Linolschnitt in der Therapie

Linolschnitt in der Therapie

Linolschnitt in der Therapie

Jonas arbeitet schon einige Jahre mit mir. Nach einer längeren Therapiepause kommt seine Erzieherin auf mich zu und berichtet, dass Jonas schnell wütend wird und sich nicht mehr unter Kontrolle hat. Im Kinderheim und auch in der Schule kommt es dadurch zu größeren Problemen. Jonas möchte aber nicht über seine Wutausbrüche sprechen, so dass die sprachliche Auseinandersetzung mit dem Thema im Moment nicht dienlich ist.
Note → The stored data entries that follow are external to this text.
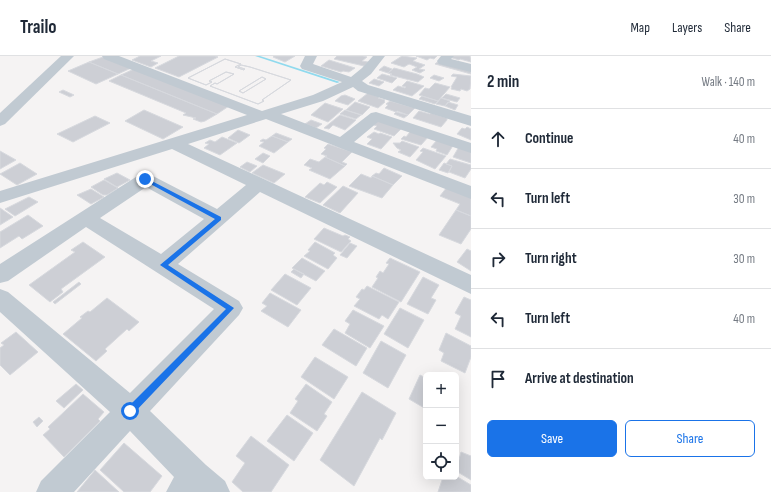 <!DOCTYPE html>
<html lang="en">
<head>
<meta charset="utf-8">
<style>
  :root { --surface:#fff; --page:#f2f2f3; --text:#1f2937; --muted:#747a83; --line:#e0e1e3; --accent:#1a73e8 }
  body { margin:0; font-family:"Sofia Sans Condensed",sans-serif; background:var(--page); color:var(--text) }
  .controls { position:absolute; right:12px; bottom:12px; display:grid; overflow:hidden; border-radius:6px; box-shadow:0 4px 16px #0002 }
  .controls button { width:36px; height:36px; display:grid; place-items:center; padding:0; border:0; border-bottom:1px solid var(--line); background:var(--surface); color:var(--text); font:20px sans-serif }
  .stop { position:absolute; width:12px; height:12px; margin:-9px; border:3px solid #1a73e8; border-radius:50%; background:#fff }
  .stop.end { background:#1a73e8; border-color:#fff; box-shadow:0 1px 4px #0008 }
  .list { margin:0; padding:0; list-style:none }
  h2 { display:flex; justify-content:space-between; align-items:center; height:52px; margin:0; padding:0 16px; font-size:17px }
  h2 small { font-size:13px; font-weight:400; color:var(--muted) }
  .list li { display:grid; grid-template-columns:26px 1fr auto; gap:12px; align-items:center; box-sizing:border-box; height:60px; padding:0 16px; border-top:1px solid var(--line) }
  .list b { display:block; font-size:15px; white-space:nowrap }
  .list em { font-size:13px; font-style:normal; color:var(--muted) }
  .actions { display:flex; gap:8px; padding:12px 16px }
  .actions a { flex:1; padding:9px 0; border:1px solid var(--accent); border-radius:6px; text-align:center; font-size:14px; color:var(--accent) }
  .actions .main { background:var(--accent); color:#fff }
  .icon { flex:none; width:22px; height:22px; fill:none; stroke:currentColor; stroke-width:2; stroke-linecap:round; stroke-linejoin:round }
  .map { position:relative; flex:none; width:471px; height:436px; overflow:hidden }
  header { display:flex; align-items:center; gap:24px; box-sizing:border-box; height:56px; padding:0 20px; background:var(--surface); border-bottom:1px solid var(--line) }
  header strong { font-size:19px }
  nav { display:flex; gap:22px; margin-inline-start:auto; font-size:14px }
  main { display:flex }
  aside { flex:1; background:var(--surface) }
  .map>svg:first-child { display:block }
</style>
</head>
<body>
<header>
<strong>Trailo</strong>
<nav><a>Map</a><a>Layers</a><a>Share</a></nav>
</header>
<main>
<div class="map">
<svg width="471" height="436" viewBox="0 0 471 436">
  <rect width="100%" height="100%" fill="#f5f3f3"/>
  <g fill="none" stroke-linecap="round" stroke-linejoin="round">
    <path fill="#90daee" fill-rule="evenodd" d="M255 0H260L340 26 337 27Z"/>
  </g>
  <path fill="#cdcfd5" stroke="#d7d9de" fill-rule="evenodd" d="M140 0H161L151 5 158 7 151 11 132 4Z
    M179 0H215L218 1 179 21 155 12Z
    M295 0 285 6 273 1 274 0Z
    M337 0H363L367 1 362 5 368 6 364 10 334 3Z
    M402 0 417 2 413 5 425 9 419 13 425 14 420 17 412 14 417 11 409 8 404 11 391 7Z
    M416 0H437L434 3 430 2 427 4Z
    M446 0H470L471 6 460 3 459 4Z
    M103 1 131 12 118 18 89 6Z
    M225 3 241 8 235 11 244 14 245 13 238 11 241 9 250 11 291 24 262 44 264 45 258 48 210 30 215 27 217 28 234 18 226 16 209 25 212 26 206 29 188 22ZM262 21 266 23 243 37 239 35Z
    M225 3 241 8 235 11 244 14 245 13 238 11 241 9 250 11 291 24 262 44 264 45 258 48 210 30 215 27 217 28 234 18 226 16 209 25 212 26 206 29 188 22Z
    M329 4 355 12 349 16 343 15 341 16 321 10Z
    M440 4 471 12V18L435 8Z
    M89 6 118 18 96 28 68 15Z
    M384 10 392 13 388 17 379 14Z
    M394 12 417 18 424 21 418 26 390 19 392 18 388 17Z
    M134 13 229 50 217 58 121 19Z
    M382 18 397 22 392 27 377 22Z
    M453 18 471 20 470 33 467 35 461 33 460 35 451 33 452 31H451L457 21 451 20Z
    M121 19 217 58 205 65 201 66 193 63 196 62 183 59 186 57 109 25Z
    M434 19 444 22 439 25 430 22Z
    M262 21 266 23 243 37 239 35Z
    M374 23 384 26 379 30 369 27Z
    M407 25 424 30 412 40 393 34 398 30 405 32 406 31 402 30Z
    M435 27 450 31 438 45 419 39 425 32 429 33Z
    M63 34 74 39 70 41 59 36Z
    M368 37 379 41 378 42 385 44 384 45 385 46 378 52 358 45Z
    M446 38 460 42 457 46 442 42Z
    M345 39 355 43 348 49 335 45 341 40Z
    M422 40 438 45 435 48 419 43Z
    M441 42 450 45 445 50 436 48Z
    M390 45 415 52 408 59 396 56 385 52 388 49 386 48Z
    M355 46 370 51 362 59 346 54Z
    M448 46 458 49 455 54 445 50Z
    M325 47 343 53 328 66 311 59Z
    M144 54 183 71 163 83 125 65Z
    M345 54 361 59 356 63 340 58Z
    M397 55 408 59 404 62 394 58Z
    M419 55 430 58 431 57 447 62V64L441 71 413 62Z
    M340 59 356 64 345 74 333 69 329 73 324 72Z
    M95 60 110 67 73 86 57 78Z
    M311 64 322 68 316 72 305 68Z
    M379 64 403 71 394 80 374 73 377 70 374 69Z
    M467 71 471 73V84L457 78 462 72 465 73Z
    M413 72 429 80 421 89 401 83 404 80 406 81Z
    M238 74 250 79 239 87 228 82Z
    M374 76 379 78 380 77 392 81 381 93 367 88 372 83 367 81Z
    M276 77 292 83 288 86 272 80Z
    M272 80 288 86 274 97 259 90 264 86 260 85 263 83 266 84Z
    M222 81 237 87 220 99 204 92 209 88 205 87 210 84 215 86Z
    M437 84 454 88 447 99 436 95 437 93 431 91Z
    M402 85 419 91 410 101 398 96 401 94 397 92 393 87H400Z
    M328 88 352 96 342 106 347 108 345 110 325 101 327 100 321 98 326 93 324 92Z
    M460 89 471 95V107L453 101Z
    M423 92 446 100 435 113 416 104 423 96 420 95Z
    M0 95 16 104 0 113Z
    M263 97 270 100 263 107 255 103Z
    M325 101 345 110 330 123 309 114 312 112 304 109 310 103 319 106Z
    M450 103 471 109V113L465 122 449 116 452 110 446 108Z
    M247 106 257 110 250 116 240 111Z
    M20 107 37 118 17 129 0 118Z
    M444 107 452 110 448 117 439 114Z
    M263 109 285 118 274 127 252 117Z
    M384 112 402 120 393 129 372 120 376 117 379 118Z
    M117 117 130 124 117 131 104 123Z
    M361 118 371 122 372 120 393 129 382 142 349 130Z
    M104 124 118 132 107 139H103L91 131Z
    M327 126 337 131 320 147 305 141 320 127 324 129Z
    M343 130 358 137 340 157 323 149Z
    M447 131 471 140V160L456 154 460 148 440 140Z
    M91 133 104 141 91 148 77 139Z
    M29 141 38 146 15 160 5 153Z
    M0 152 13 161 0 169Z
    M456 154 471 160V173L461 188 439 179Z
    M28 159 43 170 22 183 19 180 0 192V176Z
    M324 172 343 180 345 179 350 181 348 183 351 185 341 196 314 183Z
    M83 186 105 201 61 233 63 236 50 246 29 229 75 196 71 194Z
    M315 186 335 197 333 199 337 202 328 213 304 200 310 195 308 194Z
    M350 187 357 190 347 202 340 199Z
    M467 193 471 195V215L457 206Z
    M302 202 325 215 316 225 292 212Z
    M390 202 420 216 401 246 372 231 378 222 376 221 380 215 383 217 389 208 386 207Z
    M294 213 304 218 301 222 291 216Z
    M285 218 311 232 297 249 271 234Z
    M423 221 439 229 431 242 436 244 428 258 407 248Z
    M79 226 81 228 55 248 53 246Z
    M367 230 399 246 388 263 382 259 379 263 354 250 360 243 356 241 362 233 364 234Z
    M270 237 301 254 288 271 261 255 267 250 262 247Z
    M464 241 471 244V281L455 273 461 260 455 257Z
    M107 242 139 266 129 275 127 273 105 293 107 295 96 305 63 278 82 262 80 261 88 255 90 256Z
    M400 252 424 264 408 292 384 278Z
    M353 254 384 270 370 292 345 277 350 268 345 265Z
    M334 273 367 292 356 310 322 289Z
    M16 276 38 296 10 319 0 309V292L4 289 1 287Z
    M446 277 471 290V301L465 317 441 305 444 297 439 294Z
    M381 285 406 299 388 332 363 317Z
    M315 301 348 321 334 343 301 321Z
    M420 319 426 322V353L409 343Z
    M76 328 83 334 64 352 56 345Z
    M306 328 332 346 324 358 327 360 317 375 290 357 298 345 295 343Z
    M362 336 396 357 382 384 380 382 354 430 320 404Z
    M83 338 104 356 98 363 100 365 64 401 43 379 50 373 48 371Z
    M287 359 313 377 294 405 267 385Z
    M39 361 43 365 37 371 33 366Z
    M251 380 289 409 271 436H243L232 426 245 407 236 400Z
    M124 387 162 420 150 436H124L100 414Z
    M461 396 471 400V424L456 415Z
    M95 414 119 436H77Z
    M456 420 471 429V436H438L443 421H456Z"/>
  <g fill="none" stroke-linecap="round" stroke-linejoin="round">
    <path fill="#c1cad2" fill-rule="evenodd" d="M102 0H119L262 55 313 39 342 26 302 13 300 10 305 0H317L313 8 351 21 362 12 373 0H385L371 18 362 25 368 29 471 60V70L358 35 353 31 323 45 281 58 340 81 371 57 376 56 471 87V97L378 66 354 86 471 130V143L266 63 188 88 471 219V238L260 136 178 208 239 245 243 252 239 259 150 355 206 409 225 425 230 436H166L174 421 130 375 74 436H36L41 425 110 356 0 256V233L8 236 130 337 214 253 86 171 8 225 0 227V208L139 119 145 118 151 119 217 153 246 129 172 93 0 147V135L247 59 104 3ZM146 131 204 163 161 198 100 162Z
      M441 0H454L451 3 471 8V16L439 8 437 5Z"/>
    <path fill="#c1cad2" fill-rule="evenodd" d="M61 0H74L5 68 0 70V57Z"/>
  </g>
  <path fill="#1a73e8" d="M143 122H146L221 161V164L168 209 234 252 133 358 130 359 127 358 126 355 127 352 226 253 160 209 215 163 143 124Z"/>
</svg>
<div class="controls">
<button>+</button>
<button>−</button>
<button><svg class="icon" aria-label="locate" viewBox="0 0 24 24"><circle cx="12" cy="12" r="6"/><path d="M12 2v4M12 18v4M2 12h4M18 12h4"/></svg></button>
</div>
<div class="stop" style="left:130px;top:355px"></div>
<div class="stop end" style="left:145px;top:123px"></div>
</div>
<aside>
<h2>2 min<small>Walk · 140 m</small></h2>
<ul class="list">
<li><svg class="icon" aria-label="ahead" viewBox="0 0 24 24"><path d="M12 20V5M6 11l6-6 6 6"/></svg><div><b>Continue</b></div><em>40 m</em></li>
<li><svg class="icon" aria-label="left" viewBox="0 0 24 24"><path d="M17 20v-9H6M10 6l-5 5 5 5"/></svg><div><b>Turn left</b></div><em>30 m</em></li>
<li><svg class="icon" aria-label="right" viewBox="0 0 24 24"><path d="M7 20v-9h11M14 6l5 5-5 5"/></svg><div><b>Turn right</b></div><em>30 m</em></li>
<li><svg class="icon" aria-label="left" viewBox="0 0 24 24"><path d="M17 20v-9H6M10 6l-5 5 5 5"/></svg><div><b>Turn left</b></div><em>40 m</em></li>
<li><svg class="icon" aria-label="arrive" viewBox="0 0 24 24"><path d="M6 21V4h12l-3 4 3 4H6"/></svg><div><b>Arrive at destination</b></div></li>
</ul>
<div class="actions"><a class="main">Save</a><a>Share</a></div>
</aside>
</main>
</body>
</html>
"Womit möchtest Du arbeiten?"

Als wir uns wiedersehen, frage ich Jonas, womit er arbeiten möchte. "Mit dem Messer.", antwortet er, und ich weiß sofort, was er damit meint. "Ach, Du möchtest wieder einen Linolschnitt anfertigen.", antworte ich zustimmend. Jonas hat bereits vor über einem Jahr damit Erfahrungen gesammelt und ist mit dem Material überaus kreativ umgegangen. Sein konkreter Vorschlag zeigt aber auch, dass auch Kinder in emotional anspruchsvollen Situationen genau wissen, was ihnen gut tut.

Arbeit mit dem Messer

In der Folgewoche lege ich Jonas eine Linolplatte und einen Kugelschreiber auf den Tisch. Er beginnt sofort, etwas auf die Platte zu zeichnen. Es entstehen zwei kraftvolle Figuren, die fast den gesamten Raum einnehmen: Superman und Hulk. Dann nimmt er sich das Messer und schneidet sorgfältig in die Platte. Doch der zierliche Junge wird bald müde. "Machst du weiter?", fragt er mich. Wir wechseln uns ab: ein bisschen arbeite ich, dann wieder er, immer im Wechsel.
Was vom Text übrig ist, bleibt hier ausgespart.